Un ministre vénézuélien fait état d'un lourd bilan lors d'une opération militaire américaine
Le ministre vénézuélien de l'Intérieur, Diosdado Cabello, a déclaré qu'au moins 100 personnes sont mortes lors de l'opération militaire américaine qui a abouti à la capture du président Nicolás Maduro. Dans son programme télévisé hebdomadaire sur la télévision d'État vénézuélienne, Cabello a indiqué qu'environ 100 autres personnes ont été blessées lors de l'attaque survenue le 3 janvier 2026.
Informations contradictoires sur les victimes
L'annonce du ministre marque la première fois que Caracas fournit des chiffres spécifiques sur le nombre de morts, bien que ces chiffres ne puissent être vérifiés de manière indépendante. Auparavant, les autorités vénézuéliennes avaient signalé la mort de 24 soldats, tandis que Cuba a confirmé que 32 membres de ses services de sécurité stationnés au Venezuela étaient morts, dont certains avaient pour mission de protéger le président.

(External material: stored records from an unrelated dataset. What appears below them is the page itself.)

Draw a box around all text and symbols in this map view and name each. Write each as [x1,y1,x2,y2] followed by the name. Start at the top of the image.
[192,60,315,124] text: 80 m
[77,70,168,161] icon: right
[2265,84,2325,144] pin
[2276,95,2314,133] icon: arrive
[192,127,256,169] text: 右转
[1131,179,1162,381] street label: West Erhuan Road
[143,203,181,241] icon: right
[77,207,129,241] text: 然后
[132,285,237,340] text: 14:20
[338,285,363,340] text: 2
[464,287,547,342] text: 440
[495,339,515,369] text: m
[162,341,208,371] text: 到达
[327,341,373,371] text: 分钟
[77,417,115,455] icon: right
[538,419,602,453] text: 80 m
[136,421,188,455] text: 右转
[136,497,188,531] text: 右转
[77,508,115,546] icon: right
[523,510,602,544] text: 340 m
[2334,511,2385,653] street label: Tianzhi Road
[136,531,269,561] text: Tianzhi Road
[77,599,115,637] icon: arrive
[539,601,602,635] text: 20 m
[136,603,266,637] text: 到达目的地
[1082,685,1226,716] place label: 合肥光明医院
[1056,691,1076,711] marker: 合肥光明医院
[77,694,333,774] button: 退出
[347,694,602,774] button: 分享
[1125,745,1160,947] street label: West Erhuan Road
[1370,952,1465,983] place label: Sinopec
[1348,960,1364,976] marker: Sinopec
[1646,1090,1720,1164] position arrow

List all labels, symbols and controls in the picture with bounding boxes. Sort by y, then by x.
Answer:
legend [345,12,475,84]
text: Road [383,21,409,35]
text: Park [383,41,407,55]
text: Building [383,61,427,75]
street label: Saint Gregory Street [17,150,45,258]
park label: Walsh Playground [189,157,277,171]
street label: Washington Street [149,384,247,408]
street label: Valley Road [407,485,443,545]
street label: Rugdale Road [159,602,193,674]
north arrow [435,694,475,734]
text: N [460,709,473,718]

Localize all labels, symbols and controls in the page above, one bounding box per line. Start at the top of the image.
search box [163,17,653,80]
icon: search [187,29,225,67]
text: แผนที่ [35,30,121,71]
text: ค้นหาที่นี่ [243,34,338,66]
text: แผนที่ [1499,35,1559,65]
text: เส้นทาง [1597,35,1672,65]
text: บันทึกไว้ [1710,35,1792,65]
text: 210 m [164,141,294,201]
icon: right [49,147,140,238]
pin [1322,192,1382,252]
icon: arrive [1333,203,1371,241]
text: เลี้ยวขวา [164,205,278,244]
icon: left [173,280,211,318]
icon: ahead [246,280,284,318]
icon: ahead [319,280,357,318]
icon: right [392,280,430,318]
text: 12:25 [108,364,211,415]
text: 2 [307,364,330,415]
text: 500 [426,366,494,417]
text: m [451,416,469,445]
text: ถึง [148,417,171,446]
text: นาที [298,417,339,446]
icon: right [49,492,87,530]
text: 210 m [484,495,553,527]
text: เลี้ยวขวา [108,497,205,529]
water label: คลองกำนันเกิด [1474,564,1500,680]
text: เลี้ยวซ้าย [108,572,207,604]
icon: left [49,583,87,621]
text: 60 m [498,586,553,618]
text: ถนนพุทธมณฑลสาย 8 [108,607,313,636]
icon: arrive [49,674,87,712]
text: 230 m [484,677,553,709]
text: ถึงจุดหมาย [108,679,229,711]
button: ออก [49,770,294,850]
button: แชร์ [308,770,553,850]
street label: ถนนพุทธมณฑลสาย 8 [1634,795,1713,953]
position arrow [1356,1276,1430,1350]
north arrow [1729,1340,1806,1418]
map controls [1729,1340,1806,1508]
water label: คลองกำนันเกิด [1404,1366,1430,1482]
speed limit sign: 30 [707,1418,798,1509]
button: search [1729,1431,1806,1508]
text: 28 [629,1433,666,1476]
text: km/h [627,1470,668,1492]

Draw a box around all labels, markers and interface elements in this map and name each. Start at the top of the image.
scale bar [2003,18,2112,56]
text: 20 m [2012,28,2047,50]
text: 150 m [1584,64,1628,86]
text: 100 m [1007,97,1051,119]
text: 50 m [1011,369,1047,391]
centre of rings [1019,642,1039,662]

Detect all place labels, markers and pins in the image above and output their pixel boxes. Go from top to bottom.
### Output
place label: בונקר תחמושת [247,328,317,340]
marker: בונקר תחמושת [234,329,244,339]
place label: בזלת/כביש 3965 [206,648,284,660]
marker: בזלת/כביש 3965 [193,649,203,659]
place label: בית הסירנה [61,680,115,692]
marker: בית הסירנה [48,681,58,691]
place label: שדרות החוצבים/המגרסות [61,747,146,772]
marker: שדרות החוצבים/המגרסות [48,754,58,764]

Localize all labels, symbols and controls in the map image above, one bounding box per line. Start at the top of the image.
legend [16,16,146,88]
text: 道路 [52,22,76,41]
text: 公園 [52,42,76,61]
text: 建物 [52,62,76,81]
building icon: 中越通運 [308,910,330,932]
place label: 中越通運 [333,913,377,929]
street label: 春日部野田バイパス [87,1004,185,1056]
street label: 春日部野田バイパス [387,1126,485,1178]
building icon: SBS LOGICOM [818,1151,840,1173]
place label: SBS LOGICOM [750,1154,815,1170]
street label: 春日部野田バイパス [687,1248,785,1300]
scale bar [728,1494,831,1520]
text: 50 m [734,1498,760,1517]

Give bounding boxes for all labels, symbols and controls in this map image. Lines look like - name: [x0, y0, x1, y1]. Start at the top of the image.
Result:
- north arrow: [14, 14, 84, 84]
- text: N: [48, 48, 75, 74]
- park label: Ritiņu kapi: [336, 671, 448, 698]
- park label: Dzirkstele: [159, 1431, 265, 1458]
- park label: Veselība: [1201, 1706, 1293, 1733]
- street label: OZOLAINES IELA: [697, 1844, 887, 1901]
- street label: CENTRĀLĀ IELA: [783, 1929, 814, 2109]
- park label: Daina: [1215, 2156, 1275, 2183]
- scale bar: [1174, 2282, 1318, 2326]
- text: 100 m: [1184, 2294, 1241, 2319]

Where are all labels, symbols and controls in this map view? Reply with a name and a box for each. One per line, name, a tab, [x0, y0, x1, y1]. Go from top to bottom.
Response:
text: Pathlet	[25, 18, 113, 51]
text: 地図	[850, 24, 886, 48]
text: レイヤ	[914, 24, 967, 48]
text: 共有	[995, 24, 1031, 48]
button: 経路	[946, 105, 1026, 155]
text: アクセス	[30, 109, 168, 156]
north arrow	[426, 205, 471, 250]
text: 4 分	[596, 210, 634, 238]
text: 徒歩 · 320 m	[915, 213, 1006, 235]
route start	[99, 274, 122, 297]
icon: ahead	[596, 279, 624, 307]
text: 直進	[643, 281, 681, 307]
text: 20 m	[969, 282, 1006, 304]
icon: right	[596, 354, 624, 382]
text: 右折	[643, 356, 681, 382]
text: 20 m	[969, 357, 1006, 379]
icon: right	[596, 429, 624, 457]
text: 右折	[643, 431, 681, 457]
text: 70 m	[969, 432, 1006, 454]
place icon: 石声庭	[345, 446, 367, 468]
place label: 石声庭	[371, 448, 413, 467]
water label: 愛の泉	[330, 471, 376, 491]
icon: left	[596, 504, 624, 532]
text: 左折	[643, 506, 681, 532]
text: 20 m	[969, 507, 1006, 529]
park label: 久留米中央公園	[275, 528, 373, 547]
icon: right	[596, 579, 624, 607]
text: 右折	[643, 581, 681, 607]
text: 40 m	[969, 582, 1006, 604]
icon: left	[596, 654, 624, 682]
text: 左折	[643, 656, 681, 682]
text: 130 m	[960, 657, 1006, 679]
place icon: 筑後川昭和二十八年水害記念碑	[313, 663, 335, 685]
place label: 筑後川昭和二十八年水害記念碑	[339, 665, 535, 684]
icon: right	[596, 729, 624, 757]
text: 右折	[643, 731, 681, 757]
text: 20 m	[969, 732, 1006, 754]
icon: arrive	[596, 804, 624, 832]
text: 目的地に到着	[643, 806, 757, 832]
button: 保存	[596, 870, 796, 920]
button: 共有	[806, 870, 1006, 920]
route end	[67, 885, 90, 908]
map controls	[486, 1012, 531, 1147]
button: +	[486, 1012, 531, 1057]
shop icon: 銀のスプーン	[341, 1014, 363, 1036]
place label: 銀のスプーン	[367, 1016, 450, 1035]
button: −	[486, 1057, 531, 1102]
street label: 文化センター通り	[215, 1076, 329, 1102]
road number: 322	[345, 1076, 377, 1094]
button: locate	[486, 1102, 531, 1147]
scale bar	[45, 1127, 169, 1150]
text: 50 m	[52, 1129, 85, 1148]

Cabello n'a pas donné de chiffres spécifiques concernant les victimes civiles, bien qu'il ait reconnu que des civils figuraient parmi les morts, y compris des femmes qui dormaient chez elles au moment de l'attaque. Les médias locaux avaient précédemment rapporté la mort de deux civils vénézuéliens, dont une femme qui était sortie pour photographier les attaques et qui a probablement été touchée par des débris.
Maduro et son épouse blessés
Dans son allocution télévisée, Cabello a révélé que le président Maduro avait subi une blessure à la jambe lors de sa capture, tandis que son épouse, Cilia Flores, avait subi une blessure à la tête. 'Le président et la première dame ont tous deux été blessés lors de cette agression illégale contre notre souveraineté,' a déclaré Cabello lors de son émission.
Réaction américaine et rapports médiatiques
Le gouvernement américain n'a pas officiellement publié de bilan des victimes de l'opération. Cependant, des médias américains, dont The Washington Post, ont rapporté, sur la base de sources gouvernementales anonymes, que des responsables américains estimaient que l'opération avait causé entre 67 et 80 morts.
Selon des rapports de US News, le Pentagone a confirmé que sept militaires américains avaient été blessés lors du raid à Caracas, dont cinq sont retournés en service et deux étaient encore en convalescence.
Enquête vénézuélienne lancée
Le procureur général vénézuélien Tarek William Saab, un proche allié de Maduro, a annoncé mardi qu'il avait nommé trois procureurs pour enquêter sur ce qu'il a qualifié de 'crime de guerre' commis lors des attaques américaines. 'Cette agression sans précédent contre la patrie vénézuélienne nécessite une enquête approfondie,' a déclaré Saab lors d'un événement marquant le début d'une nouvelle législature parlementaire.
L'enquête examinera les victimes civiles et militaires de l'opération. Comme rapporté par EFE News, l'enquête se concentre sur ce que le Venezuela caractérise comme une 'agression inhabituelle' contre sa souveraineté.
Réactions internationales et contexte
L'opération américaine a provoqué d'intenses discussions internationales. Selon la documentation Wikipedia des réactions internationales, de nombreux pays ont condamné l'action comme une violation du droit international et de la souveraineté vénézuélienne, notamment la Chine, l'Iran, l'Afrique du Sud et plusieurs pays africains. La Chine a exprimé une 'profonde indignation et une forte condamnation,' la qualifiant de grave violation du droit international.
Israël, cependant, a fortement soutenu l'opération, saluant le leadership du président Trump et accueillant favorablement la fin de ce qu'il a appelé la 'tyrannie illégale' de Maduro. Les réactions régionales étaient fortement divisées, la Colombie rejetant l'agression et envoyant des troupes à la frontière, tandis que Cuba la condamnait comme un 'terrorisme d'État.'
Contexte des personnages clés
Diosdado Cabello, qui a annoncé le bilan des victimes, est une figure puissante de la politique vénézuélienne. Selon Wikipedia, il a été président de l'Assemblée nationale de 2012 à 2016 et est décrit comme le deuxième homme le plus puissant du Venezuela. Il a joué un rôle clé dans le retour au pouvoir d'Hugo Chávez après la tentative de coup d'État de 2002 et reste un membre éminent du Parti socialiste unifié du Venezuela au pouvoir.
Les rapports contradictoires sur les victimes et l'enquête en cours soulignent les conséquences complexes de ce qui semble être l'une des principales interventions militaires en Amérique latine au cours des dernières décennies. Alors que le Venezuela décrète sept jours de deuil pour ses militaires tombés au combat, la communauté internationale continue de débattre des implications de cette action sans précédent.